What does a rude barista or stuttering have to do with politics?
When these sorts of things happen, we normally discuss them in the politics thread. It sorta has to do with with bigotry and discrimination, and that sorta gets into politics.
Fair enough.
I no longer want to be a white male, I don’t want to be blamed for everything wrong in the world: I tell the world now I’m a black lesbian… My name is Loretta and I’m a BLT, a black lesbian in transition.
What a baby.
Speaking at a press conference at the Karlovy Vary film festival, where he was presenting his new film The Man Who Killed Don Quixote, Gilliam said: “It made me cry: the idea that … no longer six white Oxbridge men can make a comedy show. Now we need one of this, one of that, everybody represented… this is bullshit. I no longer want to be a white male, I don’t want to be blamed for everything wrong in the world: I tell the world now I’m a black lesbian… My name is Loretta and I’m a BLT, a black lesbian in transition.”
He added: “[Allen’s] statement made me so angry, all of us so angry. Comedy is not assembled, it’s not like putting together a boy band where you put together one of this, one of that everyone is represented.”
It’s not about picking one of each. It’s about giving all voices a chance to sit at the table. Comedy has been closed off to all but white males the majority of the time for way too long.
I think Gilliam may be voicing his thoughts and concerns in that… Python wouldn’t exist if done today - because the group may have been split up by the Head of BBC Entertainment/Comedy to make it more diverse (from their experience a management-level box-ticker with likely not much interest in comedy itself). Which is problem in itself and he is correct in that context; they were a tight unit who’d grown together - why do have to include someone to tick a box that we don’t know and may not likely ‘get’ us? (maybe at the expense of one of the group, even?) He’s seemingly invoking a bit of Dustin Hoffman’s Tootsie in his claim (for me, anyway).

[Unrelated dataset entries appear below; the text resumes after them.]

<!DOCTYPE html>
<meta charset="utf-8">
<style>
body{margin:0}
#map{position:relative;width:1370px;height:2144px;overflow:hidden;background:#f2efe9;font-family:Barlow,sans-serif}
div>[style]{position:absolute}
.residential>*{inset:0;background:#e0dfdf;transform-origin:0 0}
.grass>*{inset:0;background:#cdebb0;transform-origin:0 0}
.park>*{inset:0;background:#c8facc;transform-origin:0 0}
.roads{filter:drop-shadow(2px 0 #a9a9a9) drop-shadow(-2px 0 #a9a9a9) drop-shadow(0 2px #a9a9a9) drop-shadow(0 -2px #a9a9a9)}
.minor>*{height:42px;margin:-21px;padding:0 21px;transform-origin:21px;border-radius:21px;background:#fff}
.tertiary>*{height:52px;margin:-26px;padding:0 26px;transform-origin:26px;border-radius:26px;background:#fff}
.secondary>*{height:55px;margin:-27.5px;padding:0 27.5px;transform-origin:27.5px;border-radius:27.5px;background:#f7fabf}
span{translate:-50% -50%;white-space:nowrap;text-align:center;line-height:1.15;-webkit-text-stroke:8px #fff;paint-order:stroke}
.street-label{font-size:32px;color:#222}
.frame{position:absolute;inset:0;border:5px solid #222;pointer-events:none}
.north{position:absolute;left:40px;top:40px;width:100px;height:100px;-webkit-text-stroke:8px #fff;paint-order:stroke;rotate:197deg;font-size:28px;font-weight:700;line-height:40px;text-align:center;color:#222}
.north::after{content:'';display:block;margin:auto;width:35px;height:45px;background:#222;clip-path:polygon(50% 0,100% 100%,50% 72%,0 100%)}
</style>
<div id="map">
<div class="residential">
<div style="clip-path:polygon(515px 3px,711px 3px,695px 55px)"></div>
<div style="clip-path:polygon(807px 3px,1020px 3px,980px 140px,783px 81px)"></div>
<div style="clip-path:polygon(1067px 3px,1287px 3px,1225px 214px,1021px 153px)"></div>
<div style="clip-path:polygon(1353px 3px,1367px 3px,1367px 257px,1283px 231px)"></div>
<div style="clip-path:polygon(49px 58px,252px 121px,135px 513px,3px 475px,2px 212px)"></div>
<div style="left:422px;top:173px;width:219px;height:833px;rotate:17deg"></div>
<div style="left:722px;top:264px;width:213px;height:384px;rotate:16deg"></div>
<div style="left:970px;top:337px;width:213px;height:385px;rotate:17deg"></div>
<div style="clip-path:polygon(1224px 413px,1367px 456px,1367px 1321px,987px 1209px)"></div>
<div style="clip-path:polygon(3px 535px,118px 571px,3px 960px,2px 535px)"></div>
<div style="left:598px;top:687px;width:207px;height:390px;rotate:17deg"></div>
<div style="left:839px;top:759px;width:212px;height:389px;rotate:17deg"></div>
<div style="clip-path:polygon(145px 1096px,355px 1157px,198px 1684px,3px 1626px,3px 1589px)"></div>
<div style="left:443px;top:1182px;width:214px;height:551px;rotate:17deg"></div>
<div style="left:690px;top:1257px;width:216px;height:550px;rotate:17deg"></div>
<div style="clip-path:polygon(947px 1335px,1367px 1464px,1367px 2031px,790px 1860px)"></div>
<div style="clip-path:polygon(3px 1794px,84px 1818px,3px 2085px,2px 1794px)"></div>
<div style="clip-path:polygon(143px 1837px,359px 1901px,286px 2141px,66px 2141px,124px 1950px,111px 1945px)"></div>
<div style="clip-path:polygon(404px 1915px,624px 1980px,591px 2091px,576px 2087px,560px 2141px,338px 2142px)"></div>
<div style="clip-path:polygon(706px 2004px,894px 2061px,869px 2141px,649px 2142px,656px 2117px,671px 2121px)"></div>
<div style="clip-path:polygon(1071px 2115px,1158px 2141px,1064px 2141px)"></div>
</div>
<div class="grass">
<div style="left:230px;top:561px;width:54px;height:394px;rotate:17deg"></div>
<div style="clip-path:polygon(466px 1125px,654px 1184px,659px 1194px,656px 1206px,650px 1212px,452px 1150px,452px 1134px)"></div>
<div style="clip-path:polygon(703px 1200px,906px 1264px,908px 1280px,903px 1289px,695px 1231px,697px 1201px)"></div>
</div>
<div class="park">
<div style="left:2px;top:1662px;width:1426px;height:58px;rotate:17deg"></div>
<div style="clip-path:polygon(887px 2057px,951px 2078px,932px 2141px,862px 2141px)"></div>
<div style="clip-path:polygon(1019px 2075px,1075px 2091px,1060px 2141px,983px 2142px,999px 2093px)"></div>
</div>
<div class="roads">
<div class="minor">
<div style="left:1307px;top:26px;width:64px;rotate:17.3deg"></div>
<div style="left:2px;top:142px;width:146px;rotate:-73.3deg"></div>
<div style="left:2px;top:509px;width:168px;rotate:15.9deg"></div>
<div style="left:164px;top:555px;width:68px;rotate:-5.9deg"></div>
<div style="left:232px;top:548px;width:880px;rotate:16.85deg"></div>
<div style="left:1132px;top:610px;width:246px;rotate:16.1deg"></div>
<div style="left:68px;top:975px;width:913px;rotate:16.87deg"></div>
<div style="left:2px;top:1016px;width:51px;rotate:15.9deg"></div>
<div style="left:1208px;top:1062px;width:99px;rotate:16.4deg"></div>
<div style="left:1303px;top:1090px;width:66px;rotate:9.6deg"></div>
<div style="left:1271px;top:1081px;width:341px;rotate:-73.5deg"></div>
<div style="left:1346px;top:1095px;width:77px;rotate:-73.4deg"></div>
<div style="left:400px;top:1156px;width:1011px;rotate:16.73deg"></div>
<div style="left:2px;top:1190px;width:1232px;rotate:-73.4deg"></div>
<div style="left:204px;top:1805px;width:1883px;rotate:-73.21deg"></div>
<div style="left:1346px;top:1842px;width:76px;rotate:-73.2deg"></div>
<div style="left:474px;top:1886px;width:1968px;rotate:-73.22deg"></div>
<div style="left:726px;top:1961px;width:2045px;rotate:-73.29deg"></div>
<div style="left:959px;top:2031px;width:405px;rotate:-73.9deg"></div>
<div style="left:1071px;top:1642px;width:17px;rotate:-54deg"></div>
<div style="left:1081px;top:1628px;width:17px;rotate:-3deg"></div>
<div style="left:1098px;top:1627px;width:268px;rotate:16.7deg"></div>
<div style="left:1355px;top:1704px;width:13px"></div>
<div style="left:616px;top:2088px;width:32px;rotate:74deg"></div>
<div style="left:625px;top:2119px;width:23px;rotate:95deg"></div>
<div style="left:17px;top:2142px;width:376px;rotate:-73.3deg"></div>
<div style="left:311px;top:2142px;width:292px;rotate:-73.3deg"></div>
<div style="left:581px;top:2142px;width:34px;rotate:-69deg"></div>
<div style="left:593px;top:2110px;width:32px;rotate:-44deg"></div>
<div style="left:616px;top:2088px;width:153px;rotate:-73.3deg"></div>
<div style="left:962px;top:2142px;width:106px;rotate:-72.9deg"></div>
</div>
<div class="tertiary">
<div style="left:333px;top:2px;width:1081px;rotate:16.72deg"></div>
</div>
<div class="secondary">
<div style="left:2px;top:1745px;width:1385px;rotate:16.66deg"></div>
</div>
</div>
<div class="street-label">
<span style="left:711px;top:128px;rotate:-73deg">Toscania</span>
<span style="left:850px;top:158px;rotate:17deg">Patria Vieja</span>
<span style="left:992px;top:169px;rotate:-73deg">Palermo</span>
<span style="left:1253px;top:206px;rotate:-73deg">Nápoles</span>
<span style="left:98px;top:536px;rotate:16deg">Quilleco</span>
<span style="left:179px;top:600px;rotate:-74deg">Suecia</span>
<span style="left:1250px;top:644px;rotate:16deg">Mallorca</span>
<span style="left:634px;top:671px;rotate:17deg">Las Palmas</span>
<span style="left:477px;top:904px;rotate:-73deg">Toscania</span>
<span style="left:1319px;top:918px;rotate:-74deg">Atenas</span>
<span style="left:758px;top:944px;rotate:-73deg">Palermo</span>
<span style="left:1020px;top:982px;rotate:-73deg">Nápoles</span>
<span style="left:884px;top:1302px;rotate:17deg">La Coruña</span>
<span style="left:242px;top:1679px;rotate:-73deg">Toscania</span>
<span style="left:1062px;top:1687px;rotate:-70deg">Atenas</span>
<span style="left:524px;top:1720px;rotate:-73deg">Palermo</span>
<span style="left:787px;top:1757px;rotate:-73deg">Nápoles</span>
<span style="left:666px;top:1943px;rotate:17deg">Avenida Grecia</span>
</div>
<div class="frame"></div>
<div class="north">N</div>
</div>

The problem Gilliam may be not giving much consideration to in that… is at that time when they were starting out… the BBC weren’t doing much comedy for differing cultures at all, and it wasn’t diverse. The Pythons also did a lot of the work themselves, writing, acting, style, content, and had a large say in direction input (for timing, and effect) etc - not a lot of modern comedians seemingly do that - usually they seem to be comedians who may write/act a little.
Thankfully, since then comedy has evolved in who it is trying to appeal to… from having a young black scouser as a main role in Red Dwarf in the 80’s, which appealed and was aimed at younger and more diverse audiences - all the way through to having comedies mainly aimed to appeal for ethnic/cultural audiences. People behind the scenes coming from differing backgrounds, culture and classes - more diverse than ever - writers included, which may have not been the case 40/50 years ago. (it certainly wasn’t the done thing at the BBC; accents were frowned upon, and often you usually had to be from a certain ‘class’ or ‘standard’ to work there in a creative/management role.